→ **INFORMATION SUPPLIED**:

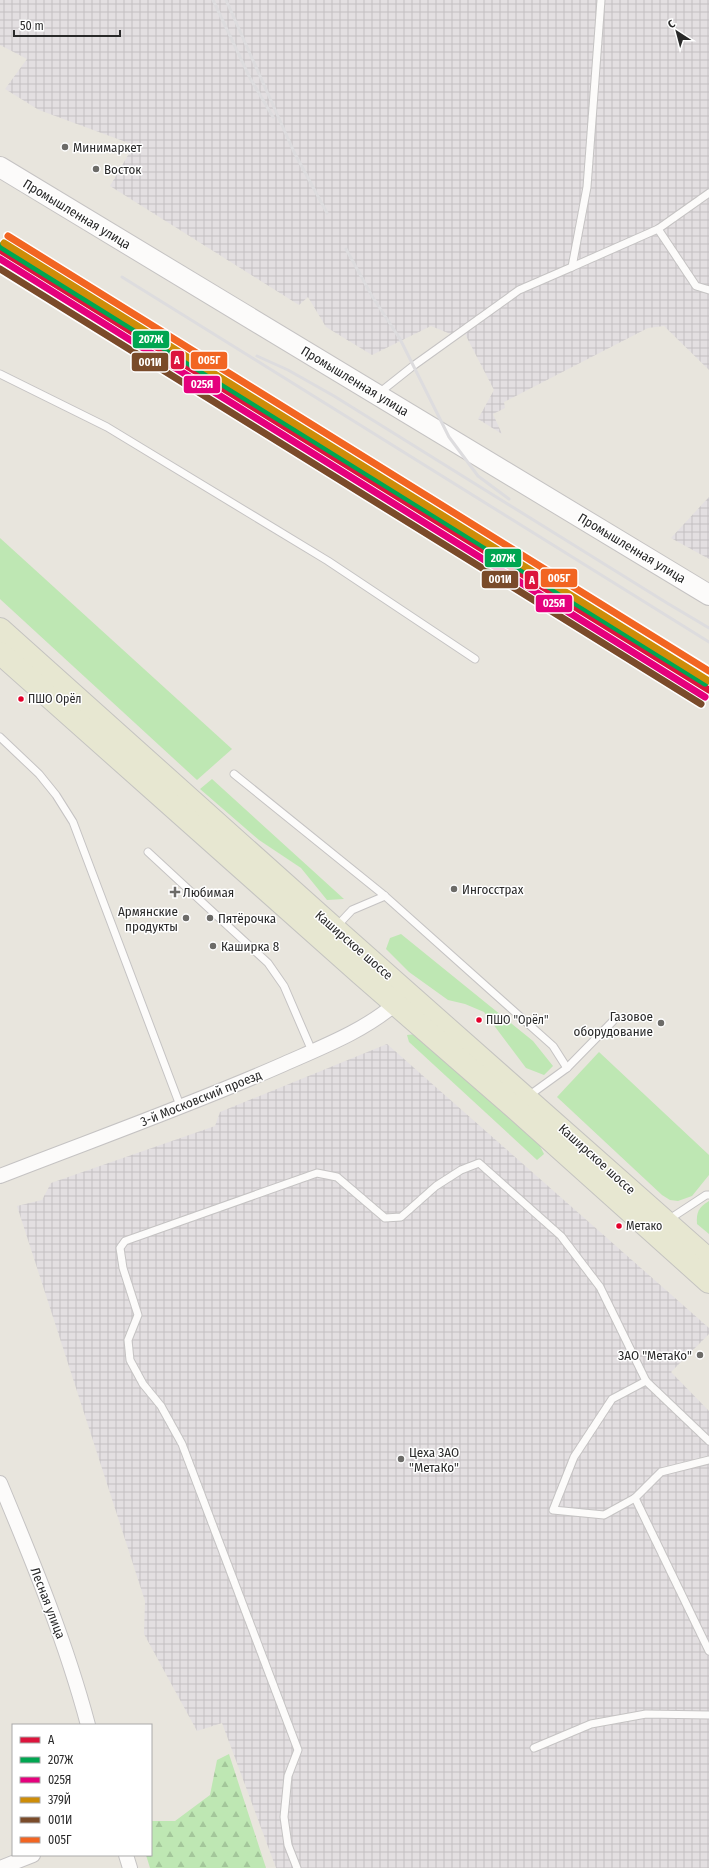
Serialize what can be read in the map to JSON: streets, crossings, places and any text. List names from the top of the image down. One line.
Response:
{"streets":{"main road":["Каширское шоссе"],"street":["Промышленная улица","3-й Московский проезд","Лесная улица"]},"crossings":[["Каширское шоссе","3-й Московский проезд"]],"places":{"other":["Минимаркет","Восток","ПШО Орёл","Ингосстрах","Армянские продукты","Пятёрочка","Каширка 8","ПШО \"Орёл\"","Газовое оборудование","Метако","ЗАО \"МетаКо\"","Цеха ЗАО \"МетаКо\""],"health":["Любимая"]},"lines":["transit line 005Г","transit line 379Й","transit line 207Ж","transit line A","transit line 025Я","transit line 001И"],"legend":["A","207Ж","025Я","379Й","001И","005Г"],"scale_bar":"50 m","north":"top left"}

--

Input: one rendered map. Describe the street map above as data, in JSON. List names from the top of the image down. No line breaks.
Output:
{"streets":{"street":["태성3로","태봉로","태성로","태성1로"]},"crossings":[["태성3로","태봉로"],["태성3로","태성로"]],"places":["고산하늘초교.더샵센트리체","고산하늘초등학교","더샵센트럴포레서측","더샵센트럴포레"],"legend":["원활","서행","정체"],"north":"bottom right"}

→ **WHAT THIS TASK INVOLVES**:
Search the data above for the word "from". Copy each line it is in.

→ **RESPONSE TO THIS EXERCISE**:
Serialize what can be read in the map to JSON: streets, crossings, places and any text. List names from the top of the image down. One line.
Input: one rendered map. Describe the street map above as data, in JSON. List names from the top of the image down. No line breaks.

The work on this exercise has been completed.